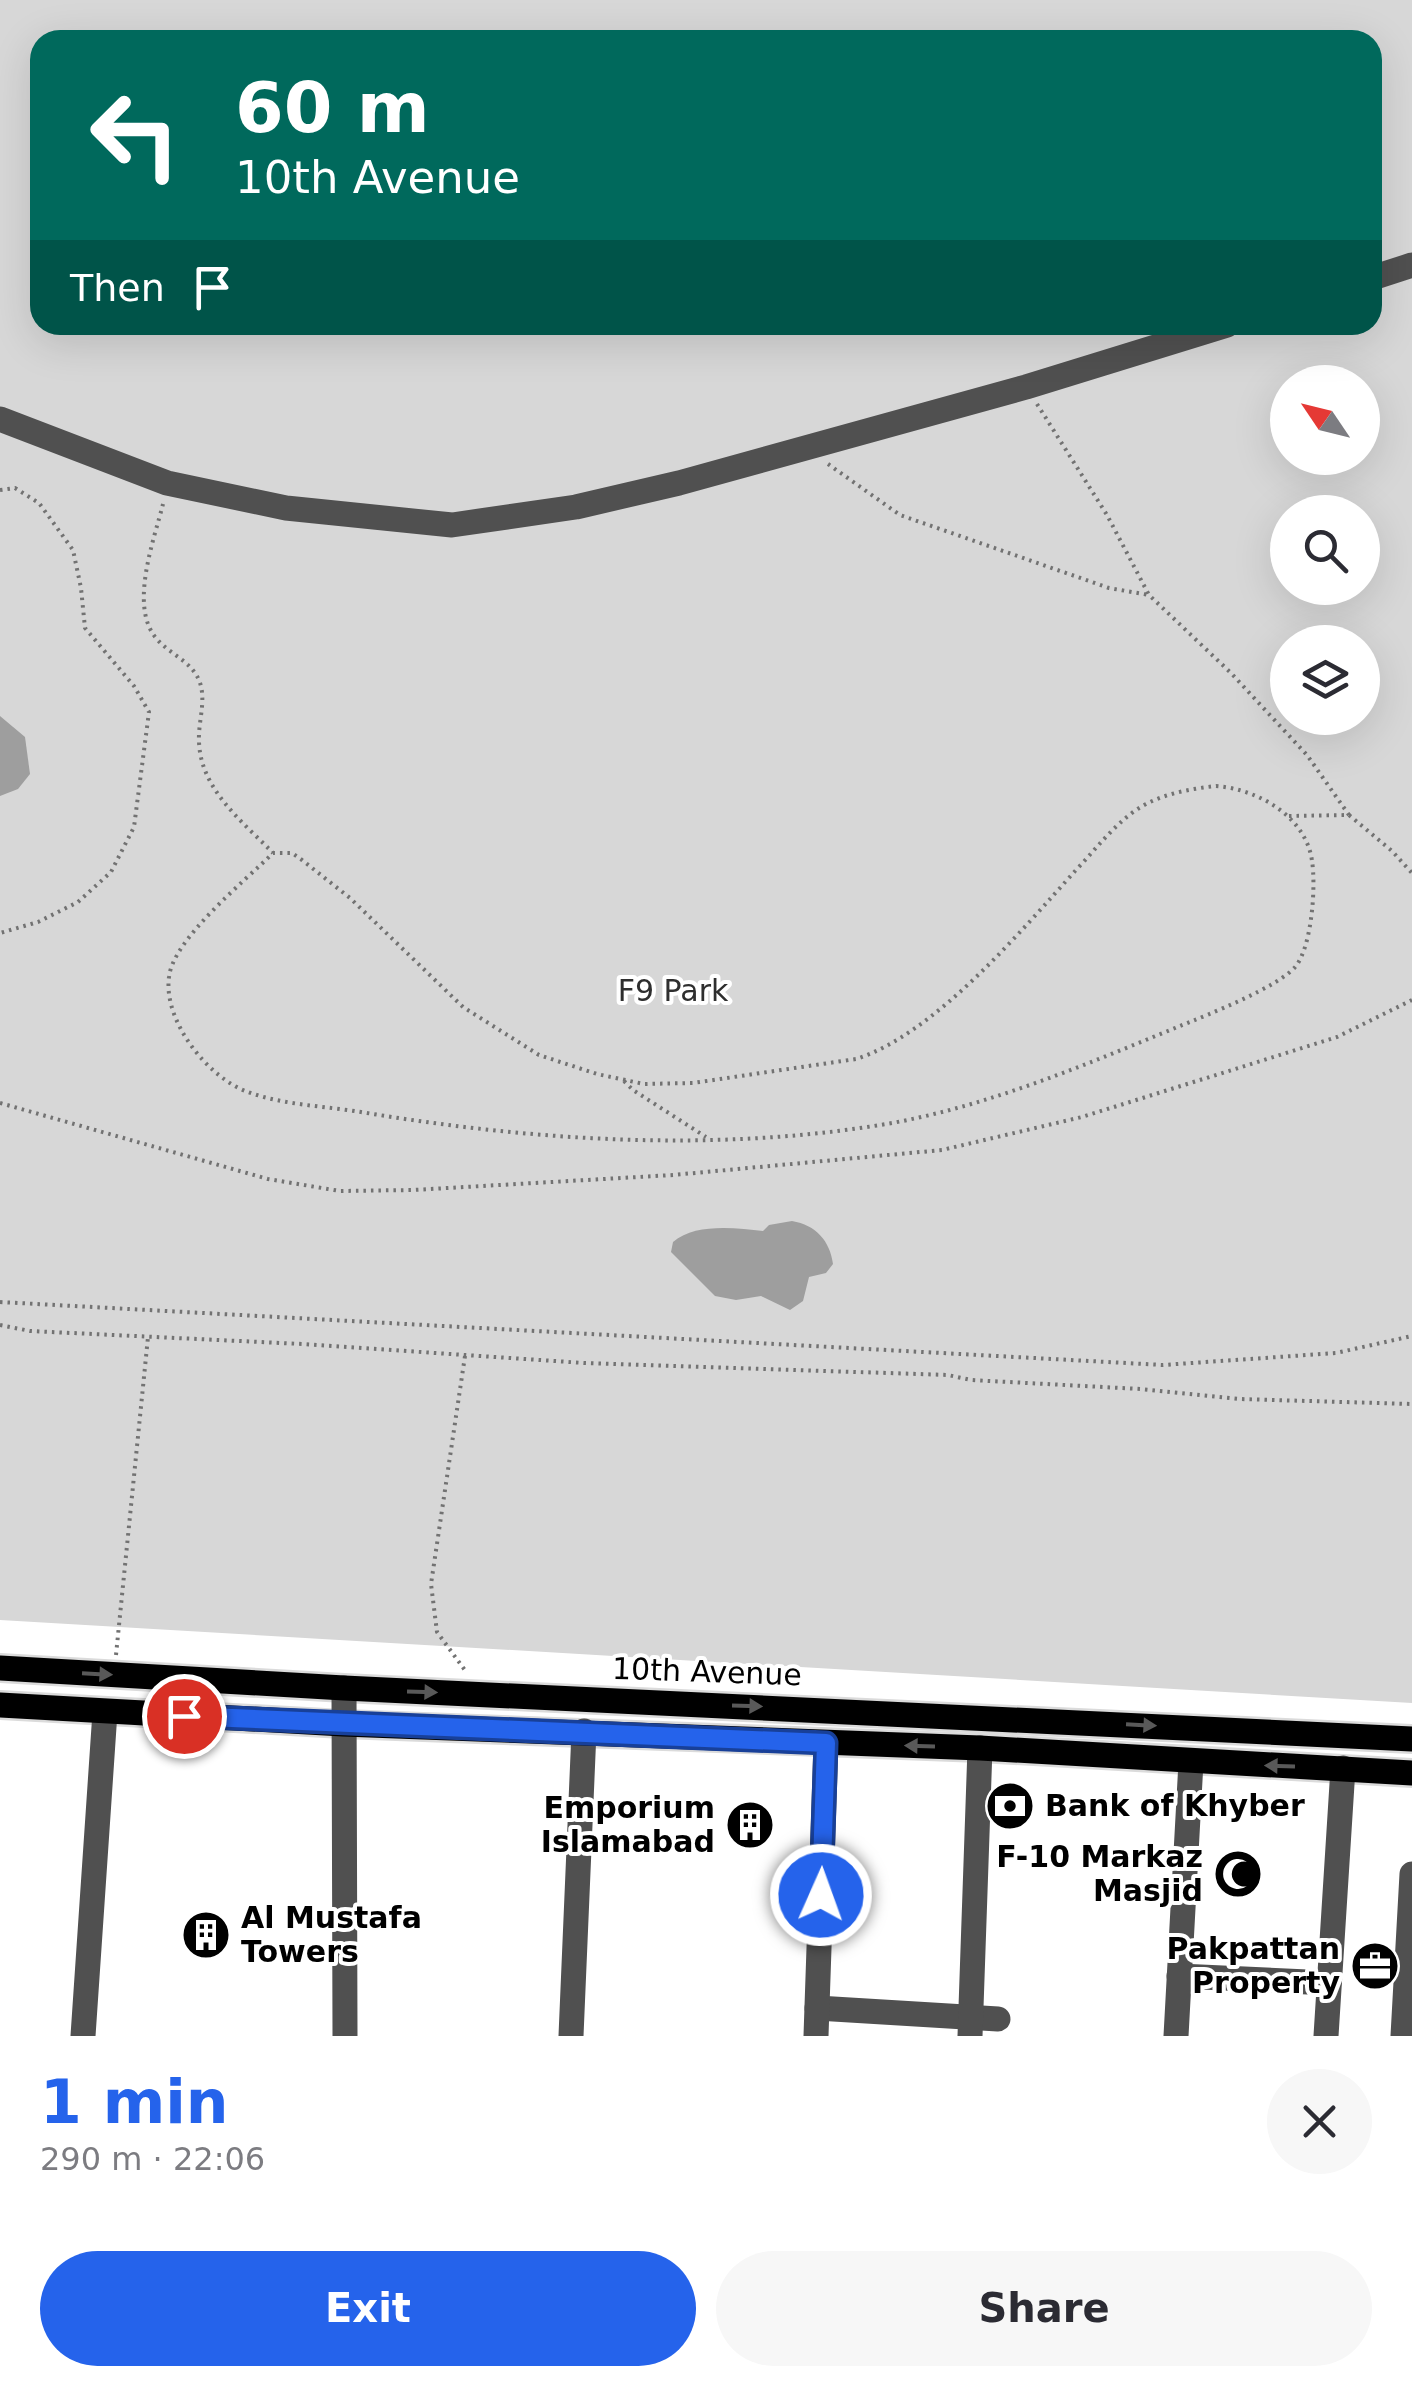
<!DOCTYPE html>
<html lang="en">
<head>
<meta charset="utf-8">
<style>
  body { margin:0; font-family:"DejaVu Sans",sans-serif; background:#f7f7f7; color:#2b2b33; height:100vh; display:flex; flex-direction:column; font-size:38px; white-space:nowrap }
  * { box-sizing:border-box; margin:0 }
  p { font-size:32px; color:#7c7c81 }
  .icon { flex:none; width:55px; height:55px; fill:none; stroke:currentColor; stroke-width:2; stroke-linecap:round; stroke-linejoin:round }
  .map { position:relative; height:2036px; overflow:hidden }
  .details { display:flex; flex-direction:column; background:#fff; flex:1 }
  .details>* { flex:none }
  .hud { position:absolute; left:30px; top:30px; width:1352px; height:305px; border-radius:30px; box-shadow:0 10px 40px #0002; background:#00695c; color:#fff; overflow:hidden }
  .needle { width:65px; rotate:305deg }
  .tools { position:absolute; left:1270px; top:365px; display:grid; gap:20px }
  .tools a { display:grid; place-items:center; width:110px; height:110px; border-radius:50%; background:#fff; box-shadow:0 10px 40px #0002; font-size:50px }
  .pin { position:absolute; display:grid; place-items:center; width:85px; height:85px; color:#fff; margin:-42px; border:5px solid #fff; border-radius:50%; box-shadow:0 2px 10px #0007 }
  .me { position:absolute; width:110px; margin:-55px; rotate:2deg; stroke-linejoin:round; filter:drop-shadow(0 0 8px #0008) }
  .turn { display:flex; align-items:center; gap:35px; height:210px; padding:0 40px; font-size:45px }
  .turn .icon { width:130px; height:130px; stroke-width:2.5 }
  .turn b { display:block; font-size:70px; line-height:85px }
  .then { display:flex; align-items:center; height:95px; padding:0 40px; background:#0003; gap:20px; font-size:38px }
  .round { display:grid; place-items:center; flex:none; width:105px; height:105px; border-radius:52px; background:#f7f7f7 }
  .headline { display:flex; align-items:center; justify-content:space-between; height:170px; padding:0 40px }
  h1 { font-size:60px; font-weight:700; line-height:75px; color:#2563eb }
  .action { display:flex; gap:20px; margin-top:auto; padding:20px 40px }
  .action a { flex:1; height:115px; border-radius:60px; background:#2563eb; color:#fff; font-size:40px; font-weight:700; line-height:115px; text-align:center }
  .action a+a { background:#f7f7f7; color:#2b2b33 }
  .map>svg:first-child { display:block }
  .green { fill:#d7d7d7; fill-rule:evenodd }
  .water { fill:#9e9e9e }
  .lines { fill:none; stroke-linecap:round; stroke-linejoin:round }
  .major-casing { stroke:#dbdbdb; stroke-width:30 }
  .path { stroke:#727272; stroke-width:4; stroke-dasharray:2.5 5; stroke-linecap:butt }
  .minor { stroke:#505050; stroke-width:25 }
  .major { stroke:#000; stroke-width:25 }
  .oneway { fill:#595959 }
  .route-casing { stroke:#184099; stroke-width:25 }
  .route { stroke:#2563eb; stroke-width:18 }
  .labels { text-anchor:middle; stroke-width:8; stroke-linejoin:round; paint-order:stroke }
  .park-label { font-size:30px; fill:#2e2e2e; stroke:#fff }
  .street-label { font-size:30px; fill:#000; stroke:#fff }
  .poi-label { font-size:30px; font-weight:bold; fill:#000; stroke:#fff; text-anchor:end }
</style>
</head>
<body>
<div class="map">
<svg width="1412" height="2036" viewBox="0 0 1412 2036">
  <rect width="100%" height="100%" fill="#fff"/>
  <path class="green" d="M0 0H1412V1703L0 1620ZM40 40H1372V325H40ZM1288 382H1362V458H1288ZM1288 512H1362V588H1288ZM1288 642H1362V718H1288Z"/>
  <g class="water">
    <polygon points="0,716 25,737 30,774 18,789 0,796"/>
    <path d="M792 1221C816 1225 830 1241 833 1264L826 1273 809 1277 803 1301 790 1310 761 1296 736 1300 715 1296 671 1252 673 1242C695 1223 735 1228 763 1231L769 1225Z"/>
  </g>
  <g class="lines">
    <g class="major-casing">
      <g id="major">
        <polyline points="0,1668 344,1688 1412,1739"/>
        <polyline points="0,1705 343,1724 980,1748 1412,1773"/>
      </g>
    </g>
    <g class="path">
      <polyline points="1037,404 1107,515 1149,595 1231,673 1307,755 1349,815"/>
      <polyline points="828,464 900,515 1109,588 1149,595"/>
      <polyline points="0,490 15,488 39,503 73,550 81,588 85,628 134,686 149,712 134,827 111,872 78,902 38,922 0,933"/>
      <path d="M163 504C154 540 129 606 156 638 169 654 190 660 199 680 207 700 198 721 199 741 200 789 242 821 273 853"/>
      <path d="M1216 786C1257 789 1306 816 1312 861 1316 886 1312 945 1296 966 1279 987 1207 1015 1180 1026 1087 1064 991 1105 892 1123 718 1153 534 1141 361 1112 324 1106 283 1105 248 1092 208 1078 163 1021 169 977 173 939 245 881 273 853H292L302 860 350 898 463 1007 539 1055 597 1074 644 1084 693 1083 856 1059C935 1034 1021 931 1076 870 1096 849 1112 827 1136 810 1160 794 1189 789 1216 786Z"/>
      <polyline points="1289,816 1349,815 1392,851 1412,873"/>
      <polyline points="624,1081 633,1090 706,1137"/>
      <polyline points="0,1103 268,1179 340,1191 413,1190 673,1175 942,1150 1082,1117 1337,1037 1412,1000"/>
      <polyline points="0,1302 1163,1365 1336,1353 1412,1336"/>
      <polyline points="0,1325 30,1331 302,1344 584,1363 948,1375 971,1380 1140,1389 1239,1399 1412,1404"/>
      <polyline points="465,1356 431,1584 437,1632 467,1673"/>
      <polyline points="116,1655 148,1337"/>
    </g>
    <g class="minor">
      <polyline points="1372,278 1412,265"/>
      <polyline points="0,419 167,483 286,508 452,525 576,507 679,483 1026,387 1227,325"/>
      <polyline points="344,1688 345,2036"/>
      <polyline points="1179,1976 1329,1983"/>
      <polyline points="817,2008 998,2019"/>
      <polyline points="83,2036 105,1712"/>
      <polyline points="571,2036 584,1731"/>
      <polyline points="816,2036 826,1743"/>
      <polyline points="970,2036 980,1748"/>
      <polyline points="1176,2036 1191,1762"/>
      <polyline points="1326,2036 1343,1768"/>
      <polyline points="1403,2036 1412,1874"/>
    </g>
    <use href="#major" class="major"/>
  </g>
  <defs><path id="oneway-solid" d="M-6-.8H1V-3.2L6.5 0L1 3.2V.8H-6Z" transform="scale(2.5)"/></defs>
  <g class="oneway">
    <use href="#oneway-solid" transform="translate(97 1674) rotate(3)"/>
    <use href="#oneway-solid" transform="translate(422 1692) rotate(2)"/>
    <use href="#oneway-solid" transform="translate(747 1706) rotate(2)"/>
    <use href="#oneway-solid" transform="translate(1141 1725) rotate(3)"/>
    <use href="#oneway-solid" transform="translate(920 1746) rotate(-178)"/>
    <use href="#oneway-solid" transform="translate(1280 1766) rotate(-178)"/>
  </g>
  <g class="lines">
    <g class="route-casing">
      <polyline id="route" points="184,1716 826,1743 821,1895"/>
    </g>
    <use href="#route" class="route"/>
  </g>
  <defs>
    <g id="bank-disc" transform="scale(2.5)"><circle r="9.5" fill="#000" stroke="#fff"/><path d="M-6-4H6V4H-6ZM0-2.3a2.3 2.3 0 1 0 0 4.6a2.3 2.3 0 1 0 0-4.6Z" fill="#fff"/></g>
    <g id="building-disc" transform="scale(2.5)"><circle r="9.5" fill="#000" stroke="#fff"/><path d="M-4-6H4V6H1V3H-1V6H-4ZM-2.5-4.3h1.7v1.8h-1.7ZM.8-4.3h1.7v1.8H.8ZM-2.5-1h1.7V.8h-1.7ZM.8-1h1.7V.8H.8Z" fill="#fff"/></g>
    <g id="mosque-disc" transform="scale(2.5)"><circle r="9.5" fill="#000" stroke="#fff"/><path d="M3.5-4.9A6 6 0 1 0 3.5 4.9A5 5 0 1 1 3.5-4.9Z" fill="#fff"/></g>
    <g id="office-disc" transform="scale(2.5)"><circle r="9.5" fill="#000" stroke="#fff"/><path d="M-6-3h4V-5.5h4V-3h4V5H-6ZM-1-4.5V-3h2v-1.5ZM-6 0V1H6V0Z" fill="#fff"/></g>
  </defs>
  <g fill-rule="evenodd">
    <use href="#bank-disc" x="1010" y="1806"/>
    <use href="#building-disc" x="750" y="1825"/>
    <use href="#mosque-disc" x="1238" y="1874"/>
    <use href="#building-disc" x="206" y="1935"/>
    <use href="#office-disc" x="1375" y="1966"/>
  </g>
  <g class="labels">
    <g class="park-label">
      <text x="673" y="1001">F9 Park</text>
    </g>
    <g class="street-label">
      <text transform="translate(707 1672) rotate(2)" y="10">10th Avenue</text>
    </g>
    <g class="poi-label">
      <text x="1045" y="1816" text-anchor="start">Bank of Khyber</text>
      <text x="715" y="1818">Emporium<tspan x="715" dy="34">Islamabad</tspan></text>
      <text x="1203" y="1867">F-10 Markaz<tspan x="1203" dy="34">Masjid</tspan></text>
      <text x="241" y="1928" text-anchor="start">Al Mustafa<tspan x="241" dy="34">Towers</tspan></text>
      <text x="1340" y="1959">Pakpattan<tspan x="1340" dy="34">Property</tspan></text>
    </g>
  </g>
</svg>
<div class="tools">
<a><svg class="needle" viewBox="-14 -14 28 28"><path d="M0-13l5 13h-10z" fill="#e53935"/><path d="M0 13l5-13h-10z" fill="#7c7c81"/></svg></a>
<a><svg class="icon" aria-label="search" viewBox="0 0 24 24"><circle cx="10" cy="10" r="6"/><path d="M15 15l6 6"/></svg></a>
<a><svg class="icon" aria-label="layers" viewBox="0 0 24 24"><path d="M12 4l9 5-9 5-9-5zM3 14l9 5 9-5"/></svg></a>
</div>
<div class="pin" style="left:184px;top:1716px;background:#d93025"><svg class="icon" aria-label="arrive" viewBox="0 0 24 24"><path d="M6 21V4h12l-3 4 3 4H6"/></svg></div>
<svg class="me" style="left:821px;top:1895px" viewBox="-20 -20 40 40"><circle r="17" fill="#2563eb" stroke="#fff" stroke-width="3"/><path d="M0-11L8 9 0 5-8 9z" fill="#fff"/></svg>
<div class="hud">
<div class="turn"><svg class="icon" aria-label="left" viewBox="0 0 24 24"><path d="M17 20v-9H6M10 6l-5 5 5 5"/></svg><div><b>60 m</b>10th Avenue</div></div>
<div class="then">Then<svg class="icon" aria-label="arrive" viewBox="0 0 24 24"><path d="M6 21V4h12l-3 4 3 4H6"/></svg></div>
</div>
</div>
<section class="details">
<div class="headline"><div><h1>1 min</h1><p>290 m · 22:06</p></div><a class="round"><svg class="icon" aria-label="close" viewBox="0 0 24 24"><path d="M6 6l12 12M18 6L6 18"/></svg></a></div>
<div class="action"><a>Exit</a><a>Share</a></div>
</section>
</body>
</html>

= = = = =

ACTION ITEM:
Starting from the first line of the listing above, write out every line exactly through the one containing "display:flex; align-items:center; height:95px;", and drop the pictures.

ANSWER AREA:
<!DOCTYPE html>
<html lang="en">
<head>
<meta charset="utf-8">
<style>
  body { margin:0; font-family:"DejaVu Sans",sans-serif; background:#f7f7f7; color:#2b2b33; height:100vh; display:flex; flex-direction:column; font-size:38px; white-space:nowrap }
  * { box-sizing:border-box; margin:0 }
  p { font-size:32px; color:#7c7c81 }
  .icon { flex:none; width:55px; height:55px; fill:none; stroke:currentColor; stroke-width:2; stroke-linecap:round; stroke-linejoin:round }
  .map { position:relative; height:2036px; overflow:hidden }
  .details { display:flex; flex-direction:column; background:#fff; flex:1 }
  .details>* { flex:none }
  .hud { position:absolute; left:30px; top:30px; width:1352px; height:305px; border-radius:30px; box-shadow:0 10px 40px #0002; background:#00695c; color:#fff; overflow:hidden }
  .needle { width:65px; rotate:305deg }
  .tools { position:absolute; left:1270px; top:365px; display:grid; gap:20px }
  .tools a { display:grid; place-items:center; width:110px; height:110px; border-radius:50%; background:#fff; box-shadow:0 10px 40px #0002; font-size:50px }
  .pin { position:absolute; display:grid; place-items:center; width:85px; height:85px; color:#fff; margin:-42px; border:5px solid #fff; border-radius:50%; box-shadow:0 2px 10px #0007 }
  .me { position:absolute; width:110px; margin:-55px; rotate:2deg; stroke-linejoin:round; filter:drop-shadow(0 0 8px #0008) }
  .turn { display:flex; align-items:center; gap:35px; height:210px; padding:0 40px; font-size:45px }
  .turn .icon { width:130px; height:130px; stroke-width:2.5 }
  .turn b { display:block; font-size:70px; line-height:85px }
  .then { display:flex; align-items:center; height:95px; padding:0 40px; background:#0003; gap:20px; font-size:38px }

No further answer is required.